_Description of the task_
Every entry in the listing below has to be given again exactly.

_Given entries_
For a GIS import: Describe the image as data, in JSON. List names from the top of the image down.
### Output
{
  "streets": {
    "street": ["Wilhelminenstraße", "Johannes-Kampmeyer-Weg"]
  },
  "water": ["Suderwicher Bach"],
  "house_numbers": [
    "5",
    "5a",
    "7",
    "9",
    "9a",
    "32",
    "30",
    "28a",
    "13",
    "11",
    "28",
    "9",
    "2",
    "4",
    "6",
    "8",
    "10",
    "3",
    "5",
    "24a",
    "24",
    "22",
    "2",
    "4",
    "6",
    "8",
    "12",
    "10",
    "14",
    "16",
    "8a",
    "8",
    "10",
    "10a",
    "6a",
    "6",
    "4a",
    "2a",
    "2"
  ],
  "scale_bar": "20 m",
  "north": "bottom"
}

_Output for this task_
For a GIS import: Describe the image as data, in JSON. List names from the top of the image down.
### Output
{
  "streets": {
    "street": ["Wilhelminenstraße", "Johannes-Kampmeyer-Weg"]
  },
  "water": ["Suderwicher Bach"],
  "house_numbers": [
    "5",
    "5a",
    "7",
    "9",
    "9a",
    "32",
    "30",
    "28a",
    "13",
    "11",
    "28",
    "9",
    "2",
    "4",
    "6",
    "8",
    "10",
    "3",
    "5",
    "24a",
    "24",
    "22",
    "2",
    "4",
    "6",
    "8",
    "12",
    "10",
    "14",
    "16",
    "8a",
    "8",
    "10",
    "10a",
    "6a",
    "6",
    "4a",
    "2a",
    "2"
  ],
  "scale_bar": "20 m",
  "north": "bottom"
}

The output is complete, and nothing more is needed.